Piperade stuffed peppersGH: Basque people come in, but they are not our biggest customers in volume. People come in who like good food. I have adapted my cuisine to the area—I call it “West Coast Basque Cuisine.” Some of the popular dishes are stuffed Piquillo peppers with goat cheese and raisins (see picture). Normally, they would be stuffed with cod, which is more Basque, but we do goat cheese for the SF crowd. We also have calamari a la plancha and I serve crab…The food is my spin on Basque cuisine. Some of the more traditional dishes are in our daily specials, like the Calamari “Txipiroa” in Ink Sauce with rice and the seafood/ shellfish soup “Ttoro”.

SH: What three words or phrases would you use to describe the cuisine here?

GH: Simple, tasty, and to the point. It’s like a 1,2,3 step program—nothing too complicated.

SH: Can you tell me a little about Basque cuisine in the Basque country? Are there differences between French and Spanish Basque cooking?

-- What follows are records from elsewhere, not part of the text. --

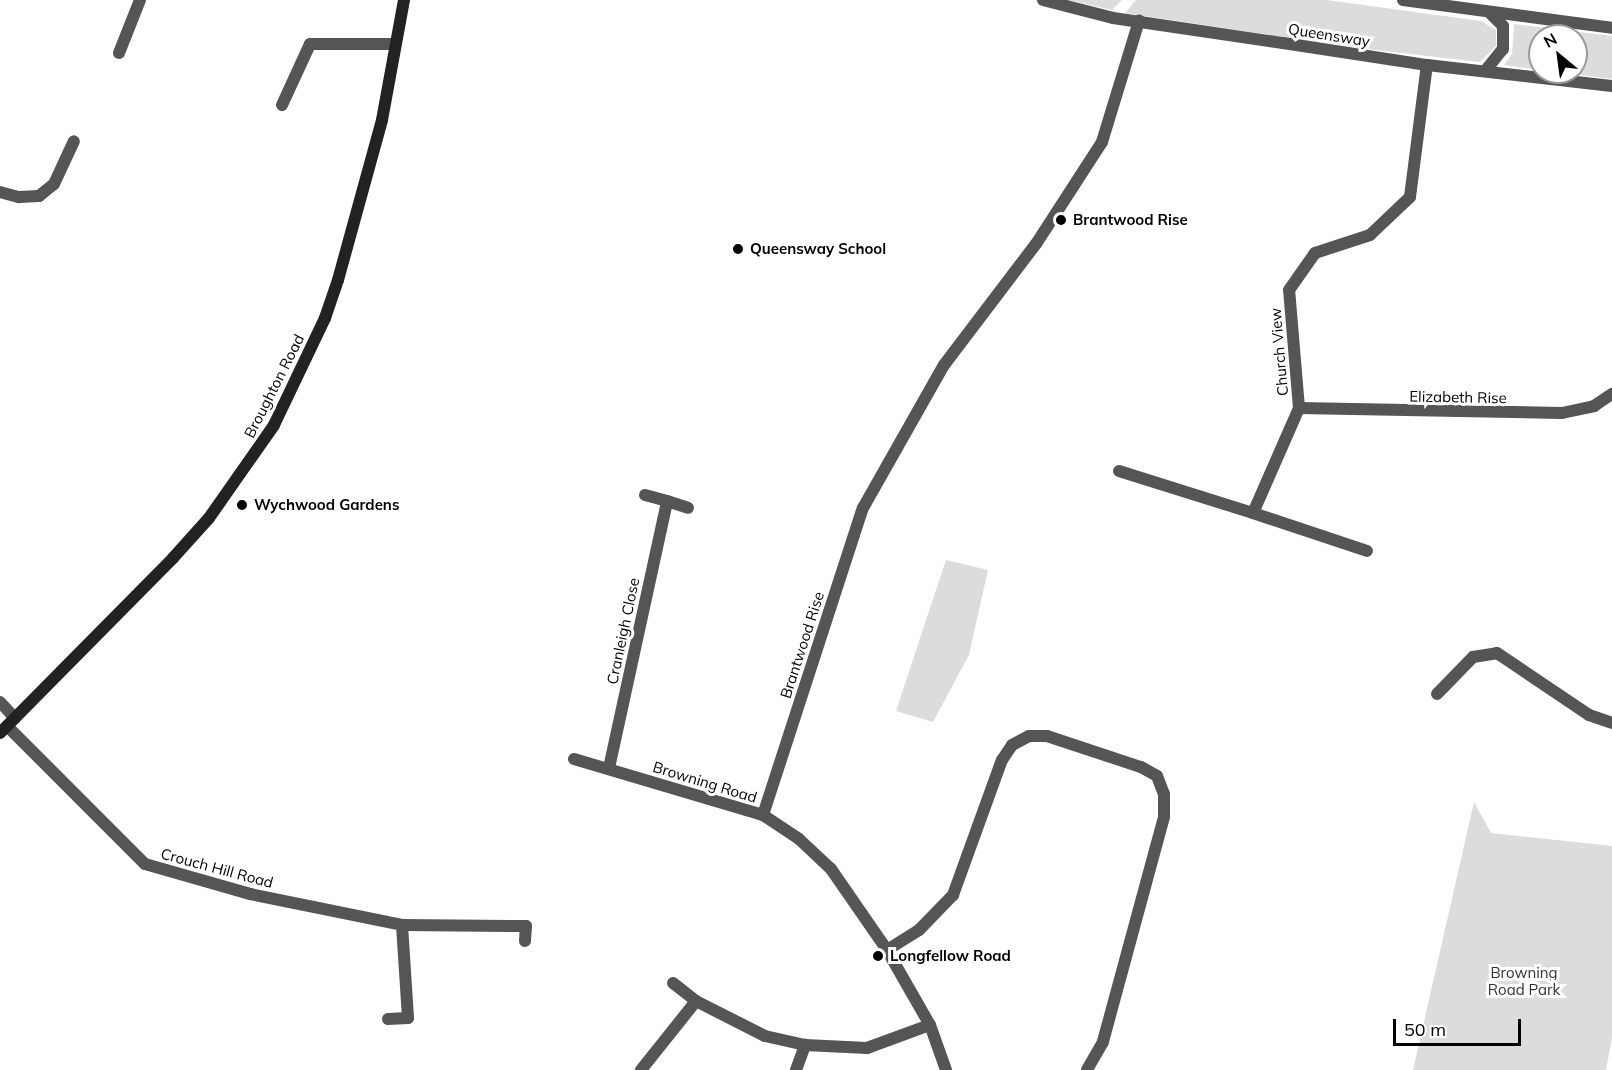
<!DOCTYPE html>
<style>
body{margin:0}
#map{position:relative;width:1612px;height:1070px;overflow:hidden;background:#fff;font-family:Mulish,sans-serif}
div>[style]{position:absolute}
.green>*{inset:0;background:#dcdcdc}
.minor>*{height:12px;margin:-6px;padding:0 6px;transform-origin:6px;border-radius:6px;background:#555}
.tertiary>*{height:12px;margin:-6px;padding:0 6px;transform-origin:6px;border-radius:6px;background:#555}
.secondary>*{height:12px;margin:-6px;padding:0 6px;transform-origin:6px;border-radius:6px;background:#222}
.dots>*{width:16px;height:16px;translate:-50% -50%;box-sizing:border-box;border:3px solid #fff;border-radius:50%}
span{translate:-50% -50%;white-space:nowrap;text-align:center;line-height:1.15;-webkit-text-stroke:6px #fff;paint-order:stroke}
.street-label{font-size:15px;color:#000}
.poi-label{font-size:15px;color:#000;font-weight:700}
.left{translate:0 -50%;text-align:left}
.park-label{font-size:15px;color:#333}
.north{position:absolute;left:1528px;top:24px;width:60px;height:60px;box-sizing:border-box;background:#fff;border:2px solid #999;border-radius:50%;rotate:331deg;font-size:16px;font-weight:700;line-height:24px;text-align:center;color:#000}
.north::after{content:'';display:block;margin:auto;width:21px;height:27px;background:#000;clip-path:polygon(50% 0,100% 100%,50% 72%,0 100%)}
.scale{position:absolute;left:1393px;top:1019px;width:128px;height:27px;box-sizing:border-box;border:3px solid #000;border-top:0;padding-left:8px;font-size:18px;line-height:21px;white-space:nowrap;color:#000;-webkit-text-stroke:4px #fff;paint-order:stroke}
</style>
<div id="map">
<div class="green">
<div style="clip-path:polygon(1069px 0,1122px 0,1112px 10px)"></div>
<div style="clip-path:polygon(1136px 0,1327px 0,1481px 21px,1496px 30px,1496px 46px,1480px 62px,1349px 47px,1125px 13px)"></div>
<div style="clip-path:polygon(1514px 24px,1612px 36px,1612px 79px,1557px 72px,1576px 72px,1576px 36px,1540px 36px,1540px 70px,1504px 65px,1512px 54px)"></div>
<div style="clip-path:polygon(946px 560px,988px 570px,969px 655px,933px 722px,896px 711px)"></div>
<div style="clip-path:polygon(1474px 802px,1491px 833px,1612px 846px,1612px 1038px,1606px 1070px,1413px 1070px)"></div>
</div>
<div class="minor">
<div style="left:119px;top:53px;width:57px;rotate:-68.4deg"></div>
<div style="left:282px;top:105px;width:67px;rotate:-65.3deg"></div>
<div style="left:310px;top:44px;width:85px"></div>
<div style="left:0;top:192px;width:20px;rotate:15deg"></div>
<div style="left:19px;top:197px;width:20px;rotate:-3deg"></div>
<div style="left:39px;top:196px;width:19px;rotate:-39deg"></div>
<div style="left:54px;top:184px;width:47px;rotate:-65.1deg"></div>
<div style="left:1299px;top:408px;width:263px;rotate:1.1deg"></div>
<div style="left:1562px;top:413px;width:33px;rotate:-12deg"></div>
<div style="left:1594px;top:406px;width:22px;rotate:-34deg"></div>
<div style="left:1119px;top:471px;width:140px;rotate:17.4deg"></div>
<div style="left:1253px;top:513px;width:115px;rotate:-66.3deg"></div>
<div style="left:1299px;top:408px;width:118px;rotate:-94.8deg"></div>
<div style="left:1289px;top:290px;width:45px;rotate:-54.9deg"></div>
<div style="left:1315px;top:253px;width:58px;rotate:-18.1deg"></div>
<div style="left:1370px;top:235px;width:55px;rotate:-43.5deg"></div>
<div style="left:1410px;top:197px;width:133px;rotate:-82.7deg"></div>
<div style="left:645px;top:495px;width:23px;rotate:15deg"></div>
<div style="left:1253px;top:513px;width:120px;rotate:18.4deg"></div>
<div style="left:1437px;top:694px;width:52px;rotate:-45.8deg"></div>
<div style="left:1473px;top:657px;width:24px;rotate:-9deg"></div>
<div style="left:1497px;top:653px;width:111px;rotate:34deg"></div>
<div style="left:1589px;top:715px;width:24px;rotate:19deg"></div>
<div style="left:0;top:702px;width:22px;rotate:47deg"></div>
<div style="left:7px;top:726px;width:195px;rotate:45deg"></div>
<div style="left:145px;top:864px;width:109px;rotate:15.9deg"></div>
<div style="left:250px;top:894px;width:155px;rotate:11.5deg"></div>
<div style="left:402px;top:925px;width:124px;rotate:0.5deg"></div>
<div style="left:526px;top:926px;width:15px;rotate:94deg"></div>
<div style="left:574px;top:759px;width:197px;rotate:16.5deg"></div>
<div style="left:763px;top:815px;width:43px;rotate:33.7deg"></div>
<div style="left:799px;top:839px;width:44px;rotate:43.2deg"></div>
<div style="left:831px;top:869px;width:98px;rotate:55.3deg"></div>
<div style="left:887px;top:950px;width:86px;rotate:60.2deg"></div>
<div style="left:930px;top:1025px;width:48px;rotate:70.4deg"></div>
<div style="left:609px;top:768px;width:273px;rotate:-77.7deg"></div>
<div style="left:667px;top:501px;width:22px;rotate:18deg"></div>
<div style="left:763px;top:815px;width:323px;rotate:-72deg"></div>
<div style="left:863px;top:508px;width:164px;rotate:-60.5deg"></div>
<div style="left:944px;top:365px;width:152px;rotate:-52.8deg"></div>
<div style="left:1036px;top:244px;width:121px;rotate:-57.1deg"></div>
<div style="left:1102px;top:142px;width:127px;rotate:-73deg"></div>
<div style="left:887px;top:950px;width:38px;rotate:-32deg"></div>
<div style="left:919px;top:930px;width:49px;rotate:-45.8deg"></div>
<div style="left:953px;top:895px;width:144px;rotate:-70.1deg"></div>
<div style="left:1002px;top:760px;width:18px;rotate:-56deg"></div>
<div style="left:1012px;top:745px;width:19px;rotate:-28deg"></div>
<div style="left:1029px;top:736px;width:18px"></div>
<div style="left:1047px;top:736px;width:99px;rotate:18.3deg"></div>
<div style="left:1141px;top:767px;width:18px;rotate:29deg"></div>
<div style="left:1157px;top:776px;width:19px;rotate:69deg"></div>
<div style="left:1164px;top:794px;width:23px;rotate:90deg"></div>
<div style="left:1164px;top:817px;width:233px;rotate:105.2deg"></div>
<div style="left:1103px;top:1042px;width:32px;rotate:120deg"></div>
<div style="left:673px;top:983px;width:29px;rotate:38deg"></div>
<div style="left:696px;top:1001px;width:77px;rotate:26.9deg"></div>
<div style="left:765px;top:1036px;width:41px;rotate:12.7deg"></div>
<div style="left:805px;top:1045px;width:62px;rotate:2.8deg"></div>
<div style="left:867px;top:1048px;width:67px;rotate:-20.1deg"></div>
<div style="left:388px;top:1019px;width:20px;rotate:-3deg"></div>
<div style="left:408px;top:1018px;width:93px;rotate:-93.7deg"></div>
<div style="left:641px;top:1070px;width:88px;rotate:-51.4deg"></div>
<div style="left:796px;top:1070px;width:27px;rotate:-70deg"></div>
</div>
<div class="tertiary">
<div style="left:1043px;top:0;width:72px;rotate:14.4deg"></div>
<div style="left:1113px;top:18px;width:172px;rotate:8.4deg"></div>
<div style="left:1283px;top:43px;width:146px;rotate:8.7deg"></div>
<div style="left:1427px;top:65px;width:186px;rotate:6.5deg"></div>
<div style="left:1403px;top:0;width:211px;rotate:7.6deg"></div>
<div style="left:1485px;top:71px;width:28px;rotate:-51deg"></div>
<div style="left:1503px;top:49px;width:23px;rotate:-90deg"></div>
<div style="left:1503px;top:26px;width:17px;rotate:-135deg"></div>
</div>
<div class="secondary">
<div style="left:0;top:733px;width:246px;rotate:-45.3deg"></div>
<div style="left:173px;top:558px;width:54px;rotate:-48deg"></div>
<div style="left:209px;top:518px;width:113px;rotate:-55deg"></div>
<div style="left:274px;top:425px;width:119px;rotate:-64.5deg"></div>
<div style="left:325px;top:318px;width:40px;rotate:-71.1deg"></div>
<div style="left:338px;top:280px;width:166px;rotate:-74.6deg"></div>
<div style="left:382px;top:120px;width:122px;rotate:-79.6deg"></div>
</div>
<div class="dots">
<div style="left:1061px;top:220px;background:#000"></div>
<div style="left:738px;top:249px;background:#000"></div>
<div style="left:242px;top:505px;background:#000"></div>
<div style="left:878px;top:956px;background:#000"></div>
</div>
<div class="street-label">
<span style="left:1329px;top:35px;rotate:9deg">Queensway</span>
<span style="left:1279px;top:352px;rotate:-95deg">Church View</span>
<span style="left:274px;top:386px;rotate:-63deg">Broughton Road</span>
<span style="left:1458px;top:397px;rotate:1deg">Elizabeth Rise</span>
<span style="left:623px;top:631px;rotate:-78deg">Cranleigh Close</span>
<span style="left:802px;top:645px;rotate:-72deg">Brantwood Rise</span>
<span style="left:705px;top:782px;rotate:17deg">Browning Road</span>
<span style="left:217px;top:868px;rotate:15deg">Crouch Hill Road</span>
</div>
<div class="poi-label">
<span class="left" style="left:1073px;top:220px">Brantwood Rise</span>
<span class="left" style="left:750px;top:249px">Queensway School</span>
<span class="left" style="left:254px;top:505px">Wychwood Gardens</span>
<span class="left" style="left:890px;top:956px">Longfellow Road</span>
</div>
<div class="park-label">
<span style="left:1524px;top:981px">Browning<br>Road Park</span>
</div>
<div class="north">N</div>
<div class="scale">50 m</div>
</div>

GH: A lot of French Basque cooking has been Escoffier-ized. Escoffier was a [20th century] French chef who did great things for cuisine, but [I believe] he also watered down the French cultural influences in the food. On the other hand, in Spanish Basque cuisine, you still see stronger cultural roots [to the food]. After all, the French Basque is a smaller group—its about 250,000 people, compared to 2.5 million over in Spain.

SH: What do you think this region can teach people?

GH: There is a lot to learn—there is such a bounty of food…everybody is cooking. There is a huge culture of food…everybody is always talking about food.